- What to produce: Wherever the word "keys" appears in the entries, copy the whole line.

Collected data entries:
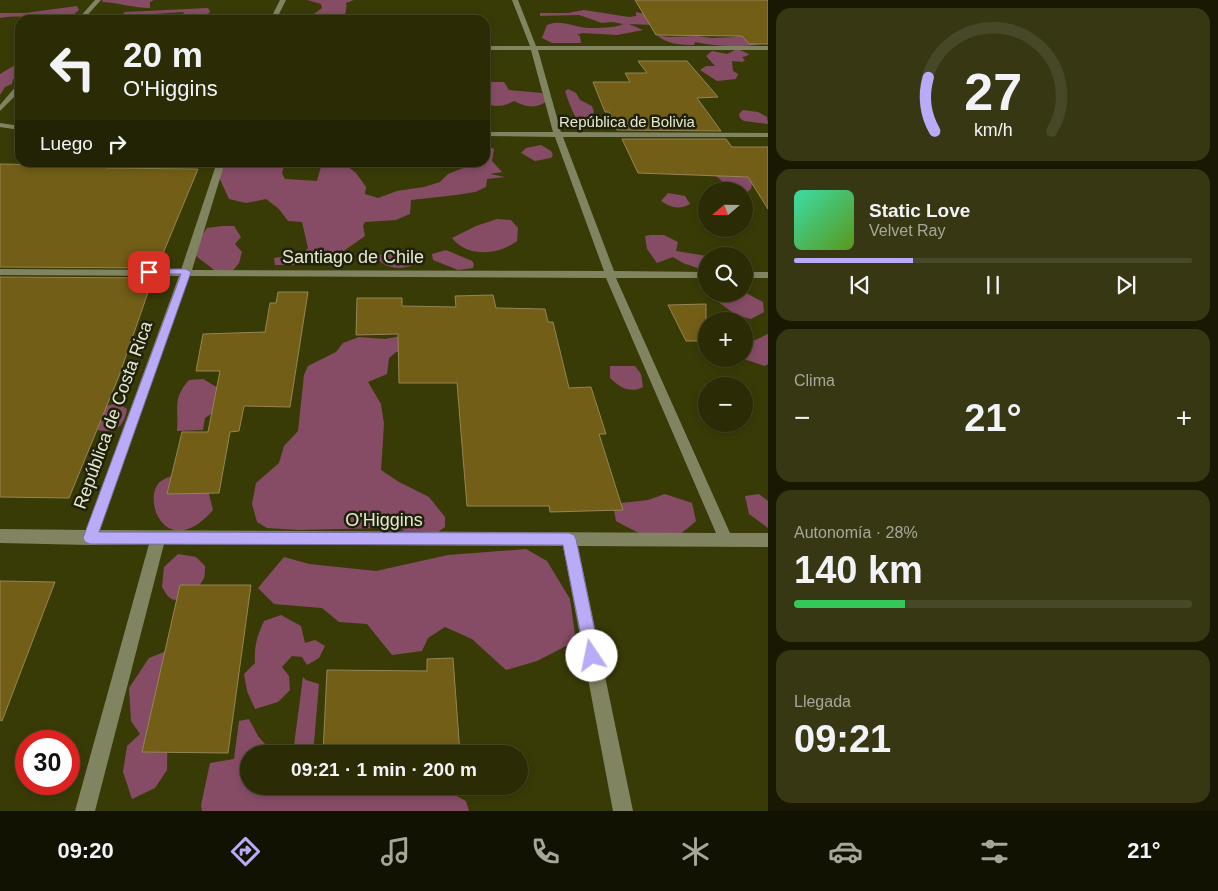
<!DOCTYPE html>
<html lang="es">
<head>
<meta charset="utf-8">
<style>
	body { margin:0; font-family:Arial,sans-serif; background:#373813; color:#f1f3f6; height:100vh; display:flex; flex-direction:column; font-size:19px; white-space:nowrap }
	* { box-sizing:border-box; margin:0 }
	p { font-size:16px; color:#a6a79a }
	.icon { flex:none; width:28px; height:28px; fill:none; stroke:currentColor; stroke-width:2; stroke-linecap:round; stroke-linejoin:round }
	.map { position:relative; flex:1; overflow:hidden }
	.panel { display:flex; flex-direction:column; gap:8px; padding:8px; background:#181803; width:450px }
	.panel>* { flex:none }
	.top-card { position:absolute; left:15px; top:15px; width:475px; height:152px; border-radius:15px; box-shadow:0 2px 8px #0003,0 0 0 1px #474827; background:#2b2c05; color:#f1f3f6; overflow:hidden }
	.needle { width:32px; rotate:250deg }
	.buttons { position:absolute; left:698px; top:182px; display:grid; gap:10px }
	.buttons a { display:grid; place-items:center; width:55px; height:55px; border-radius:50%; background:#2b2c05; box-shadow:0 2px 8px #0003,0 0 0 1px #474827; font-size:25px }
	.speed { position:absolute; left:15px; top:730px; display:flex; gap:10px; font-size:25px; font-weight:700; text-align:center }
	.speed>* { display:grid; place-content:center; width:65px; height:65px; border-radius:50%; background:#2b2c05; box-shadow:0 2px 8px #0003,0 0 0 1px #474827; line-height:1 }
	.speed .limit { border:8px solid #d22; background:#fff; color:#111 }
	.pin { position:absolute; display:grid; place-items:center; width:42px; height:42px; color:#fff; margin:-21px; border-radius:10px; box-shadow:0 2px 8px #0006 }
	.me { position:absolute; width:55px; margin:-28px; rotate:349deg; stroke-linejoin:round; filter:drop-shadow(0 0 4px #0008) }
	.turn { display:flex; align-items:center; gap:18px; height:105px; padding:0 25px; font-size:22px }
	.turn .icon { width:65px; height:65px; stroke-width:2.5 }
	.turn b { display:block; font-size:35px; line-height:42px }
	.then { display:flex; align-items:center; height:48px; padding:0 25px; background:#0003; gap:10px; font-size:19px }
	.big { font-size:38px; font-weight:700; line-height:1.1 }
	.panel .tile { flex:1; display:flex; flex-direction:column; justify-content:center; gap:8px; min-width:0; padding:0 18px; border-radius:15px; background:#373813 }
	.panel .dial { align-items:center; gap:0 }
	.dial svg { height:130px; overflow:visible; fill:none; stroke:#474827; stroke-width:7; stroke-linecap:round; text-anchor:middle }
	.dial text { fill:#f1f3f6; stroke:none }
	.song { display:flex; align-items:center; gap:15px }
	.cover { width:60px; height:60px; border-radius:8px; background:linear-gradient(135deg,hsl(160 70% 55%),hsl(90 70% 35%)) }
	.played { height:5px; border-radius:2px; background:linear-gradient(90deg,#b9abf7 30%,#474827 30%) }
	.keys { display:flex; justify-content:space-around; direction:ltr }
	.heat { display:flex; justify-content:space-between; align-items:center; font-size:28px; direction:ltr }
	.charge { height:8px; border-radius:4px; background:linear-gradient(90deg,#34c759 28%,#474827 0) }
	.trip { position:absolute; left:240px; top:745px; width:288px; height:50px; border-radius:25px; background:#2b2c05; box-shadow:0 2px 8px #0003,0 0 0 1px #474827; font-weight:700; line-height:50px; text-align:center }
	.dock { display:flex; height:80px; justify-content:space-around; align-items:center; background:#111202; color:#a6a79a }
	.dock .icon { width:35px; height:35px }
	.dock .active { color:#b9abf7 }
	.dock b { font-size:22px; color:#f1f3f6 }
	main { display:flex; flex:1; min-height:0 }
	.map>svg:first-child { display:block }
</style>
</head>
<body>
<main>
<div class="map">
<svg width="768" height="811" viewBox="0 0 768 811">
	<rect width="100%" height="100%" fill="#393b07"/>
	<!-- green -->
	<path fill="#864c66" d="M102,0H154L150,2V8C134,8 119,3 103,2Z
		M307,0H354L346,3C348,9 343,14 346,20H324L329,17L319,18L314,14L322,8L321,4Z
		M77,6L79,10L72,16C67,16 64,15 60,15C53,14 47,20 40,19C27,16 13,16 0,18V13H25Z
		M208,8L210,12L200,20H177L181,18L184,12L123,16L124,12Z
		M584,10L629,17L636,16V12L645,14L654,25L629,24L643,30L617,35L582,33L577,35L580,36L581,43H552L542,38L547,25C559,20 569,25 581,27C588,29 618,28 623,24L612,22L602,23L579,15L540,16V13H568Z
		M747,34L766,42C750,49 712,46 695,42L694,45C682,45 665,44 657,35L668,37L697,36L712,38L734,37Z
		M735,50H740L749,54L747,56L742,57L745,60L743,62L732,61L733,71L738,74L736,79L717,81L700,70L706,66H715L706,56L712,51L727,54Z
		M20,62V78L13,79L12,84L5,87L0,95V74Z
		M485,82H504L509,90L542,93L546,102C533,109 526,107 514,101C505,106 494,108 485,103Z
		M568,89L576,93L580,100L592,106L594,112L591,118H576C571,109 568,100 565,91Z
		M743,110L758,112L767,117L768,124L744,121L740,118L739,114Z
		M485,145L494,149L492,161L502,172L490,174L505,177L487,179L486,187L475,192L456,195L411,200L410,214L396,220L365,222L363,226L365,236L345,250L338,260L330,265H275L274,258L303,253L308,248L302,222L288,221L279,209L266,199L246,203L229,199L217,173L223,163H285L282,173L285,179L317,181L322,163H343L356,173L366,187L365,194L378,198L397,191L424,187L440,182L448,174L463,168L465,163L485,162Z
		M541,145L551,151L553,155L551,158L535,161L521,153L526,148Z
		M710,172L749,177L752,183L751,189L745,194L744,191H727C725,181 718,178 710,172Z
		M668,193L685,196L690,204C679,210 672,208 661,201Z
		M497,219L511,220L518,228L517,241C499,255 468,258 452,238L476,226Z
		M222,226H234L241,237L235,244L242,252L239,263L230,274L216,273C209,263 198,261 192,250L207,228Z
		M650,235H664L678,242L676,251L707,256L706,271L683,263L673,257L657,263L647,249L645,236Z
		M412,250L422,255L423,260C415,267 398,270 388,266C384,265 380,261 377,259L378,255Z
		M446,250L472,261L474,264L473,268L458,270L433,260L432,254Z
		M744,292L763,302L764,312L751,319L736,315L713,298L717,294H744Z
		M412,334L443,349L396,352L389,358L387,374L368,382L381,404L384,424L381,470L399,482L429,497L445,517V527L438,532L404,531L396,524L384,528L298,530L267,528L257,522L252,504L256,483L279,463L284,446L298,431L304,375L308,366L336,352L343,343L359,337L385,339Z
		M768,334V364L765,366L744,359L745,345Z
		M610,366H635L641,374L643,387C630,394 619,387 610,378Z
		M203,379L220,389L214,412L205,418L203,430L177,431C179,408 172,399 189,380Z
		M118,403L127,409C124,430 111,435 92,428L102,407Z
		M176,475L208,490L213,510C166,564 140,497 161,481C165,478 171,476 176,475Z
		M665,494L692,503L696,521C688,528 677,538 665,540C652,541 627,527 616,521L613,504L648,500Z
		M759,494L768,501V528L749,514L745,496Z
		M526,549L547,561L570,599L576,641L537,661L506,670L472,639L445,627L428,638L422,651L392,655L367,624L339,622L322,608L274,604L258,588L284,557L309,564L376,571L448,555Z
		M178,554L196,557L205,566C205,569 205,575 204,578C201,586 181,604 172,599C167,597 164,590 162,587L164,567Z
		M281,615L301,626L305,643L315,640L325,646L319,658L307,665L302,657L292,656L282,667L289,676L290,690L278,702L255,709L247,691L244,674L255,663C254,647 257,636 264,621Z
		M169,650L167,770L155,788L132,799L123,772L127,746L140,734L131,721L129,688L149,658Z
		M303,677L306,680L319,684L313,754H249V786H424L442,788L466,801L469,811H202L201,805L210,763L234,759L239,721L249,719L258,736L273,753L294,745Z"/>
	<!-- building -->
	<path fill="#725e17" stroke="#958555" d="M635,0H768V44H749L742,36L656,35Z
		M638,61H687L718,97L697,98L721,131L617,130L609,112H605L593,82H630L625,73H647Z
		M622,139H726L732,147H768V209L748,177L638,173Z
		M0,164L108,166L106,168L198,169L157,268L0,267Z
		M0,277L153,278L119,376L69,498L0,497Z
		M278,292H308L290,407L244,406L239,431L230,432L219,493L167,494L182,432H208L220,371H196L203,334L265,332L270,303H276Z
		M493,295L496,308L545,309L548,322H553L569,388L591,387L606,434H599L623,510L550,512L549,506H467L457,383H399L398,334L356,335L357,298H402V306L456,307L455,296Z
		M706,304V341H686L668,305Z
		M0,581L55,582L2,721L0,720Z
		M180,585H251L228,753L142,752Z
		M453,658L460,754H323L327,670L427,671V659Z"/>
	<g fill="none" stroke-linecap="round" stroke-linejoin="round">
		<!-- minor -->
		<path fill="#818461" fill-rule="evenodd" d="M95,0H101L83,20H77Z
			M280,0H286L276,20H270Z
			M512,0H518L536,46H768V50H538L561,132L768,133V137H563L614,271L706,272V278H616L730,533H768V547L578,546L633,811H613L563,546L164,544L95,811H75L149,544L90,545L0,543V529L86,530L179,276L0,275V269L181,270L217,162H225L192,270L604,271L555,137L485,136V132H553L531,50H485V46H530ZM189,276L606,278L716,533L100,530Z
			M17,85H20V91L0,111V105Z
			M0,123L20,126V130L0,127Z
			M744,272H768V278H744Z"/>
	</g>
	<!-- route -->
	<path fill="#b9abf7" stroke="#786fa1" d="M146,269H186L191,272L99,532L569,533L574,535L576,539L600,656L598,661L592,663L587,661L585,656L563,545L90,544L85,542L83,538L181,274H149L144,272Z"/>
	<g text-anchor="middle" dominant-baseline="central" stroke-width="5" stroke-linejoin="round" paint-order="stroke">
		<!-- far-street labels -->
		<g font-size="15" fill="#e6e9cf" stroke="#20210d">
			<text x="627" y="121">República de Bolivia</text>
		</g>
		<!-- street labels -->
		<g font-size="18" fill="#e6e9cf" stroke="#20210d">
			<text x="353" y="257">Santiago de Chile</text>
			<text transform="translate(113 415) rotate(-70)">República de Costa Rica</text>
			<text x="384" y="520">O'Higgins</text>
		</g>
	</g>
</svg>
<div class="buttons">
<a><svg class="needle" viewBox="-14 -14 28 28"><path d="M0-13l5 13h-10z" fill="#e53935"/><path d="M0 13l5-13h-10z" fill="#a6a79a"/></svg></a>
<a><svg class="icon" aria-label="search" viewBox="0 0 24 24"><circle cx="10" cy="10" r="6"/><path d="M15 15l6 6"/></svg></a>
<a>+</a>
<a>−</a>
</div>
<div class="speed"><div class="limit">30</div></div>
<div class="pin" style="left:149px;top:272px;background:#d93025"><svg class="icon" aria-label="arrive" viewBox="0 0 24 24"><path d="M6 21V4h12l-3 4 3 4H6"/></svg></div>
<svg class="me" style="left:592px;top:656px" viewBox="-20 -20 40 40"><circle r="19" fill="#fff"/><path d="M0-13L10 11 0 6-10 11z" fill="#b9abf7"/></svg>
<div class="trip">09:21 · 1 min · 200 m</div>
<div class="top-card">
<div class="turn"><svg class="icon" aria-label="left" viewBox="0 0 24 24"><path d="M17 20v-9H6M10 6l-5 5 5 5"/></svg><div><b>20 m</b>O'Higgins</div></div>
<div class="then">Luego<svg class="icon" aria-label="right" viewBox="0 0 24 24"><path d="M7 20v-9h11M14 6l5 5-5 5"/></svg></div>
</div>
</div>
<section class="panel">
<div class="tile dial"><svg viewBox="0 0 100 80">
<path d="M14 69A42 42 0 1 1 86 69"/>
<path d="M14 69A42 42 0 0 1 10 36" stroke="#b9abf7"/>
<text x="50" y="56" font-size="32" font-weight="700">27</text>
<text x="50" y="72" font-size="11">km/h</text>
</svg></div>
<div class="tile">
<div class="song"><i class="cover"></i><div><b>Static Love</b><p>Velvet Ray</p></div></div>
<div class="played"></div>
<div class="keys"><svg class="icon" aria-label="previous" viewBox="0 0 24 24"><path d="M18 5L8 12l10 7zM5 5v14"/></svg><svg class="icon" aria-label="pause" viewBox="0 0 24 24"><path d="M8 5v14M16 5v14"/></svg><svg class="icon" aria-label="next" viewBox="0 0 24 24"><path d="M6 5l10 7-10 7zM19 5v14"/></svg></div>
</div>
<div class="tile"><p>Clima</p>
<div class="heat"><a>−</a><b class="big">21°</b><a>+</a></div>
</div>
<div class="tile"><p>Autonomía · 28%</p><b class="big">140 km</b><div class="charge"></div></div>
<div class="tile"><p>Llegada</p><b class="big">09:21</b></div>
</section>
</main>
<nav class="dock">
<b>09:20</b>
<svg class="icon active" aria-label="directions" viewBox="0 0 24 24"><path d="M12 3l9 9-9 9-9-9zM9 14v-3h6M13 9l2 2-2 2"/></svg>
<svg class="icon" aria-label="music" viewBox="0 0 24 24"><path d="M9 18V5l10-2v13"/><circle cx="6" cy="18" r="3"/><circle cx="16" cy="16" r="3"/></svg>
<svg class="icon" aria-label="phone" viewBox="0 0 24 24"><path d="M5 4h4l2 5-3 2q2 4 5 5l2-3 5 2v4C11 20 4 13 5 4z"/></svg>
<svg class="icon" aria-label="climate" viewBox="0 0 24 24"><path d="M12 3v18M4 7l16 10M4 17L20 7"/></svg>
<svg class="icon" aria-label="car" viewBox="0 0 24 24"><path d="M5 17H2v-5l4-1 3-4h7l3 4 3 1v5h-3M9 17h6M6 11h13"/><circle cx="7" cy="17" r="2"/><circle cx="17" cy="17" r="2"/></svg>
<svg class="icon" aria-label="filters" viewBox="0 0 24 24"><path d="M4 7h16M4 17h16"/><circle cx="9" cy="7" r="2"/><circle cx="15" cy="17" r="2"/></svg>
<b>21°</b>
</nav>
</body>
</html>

- Written solution:
	.keys { display:flex; justify-content:space-around; direction:ltr }
<div class="keys"><svg class="icon" aria-label="previous" viewBox="0 0 24 24"><path d="M18 5L8 12l10 7zM5 5v14"/></svg><svg class="icon" aria-label="pause" viewBox="0 0 24 24"><path d="M8 5v14M16 5v14"/></svg><svg class="icon" aria-label="next" viewBox="0 0 24 24"><path d="M6 5l10 7-10 7zM19 5v14"/></svg></div>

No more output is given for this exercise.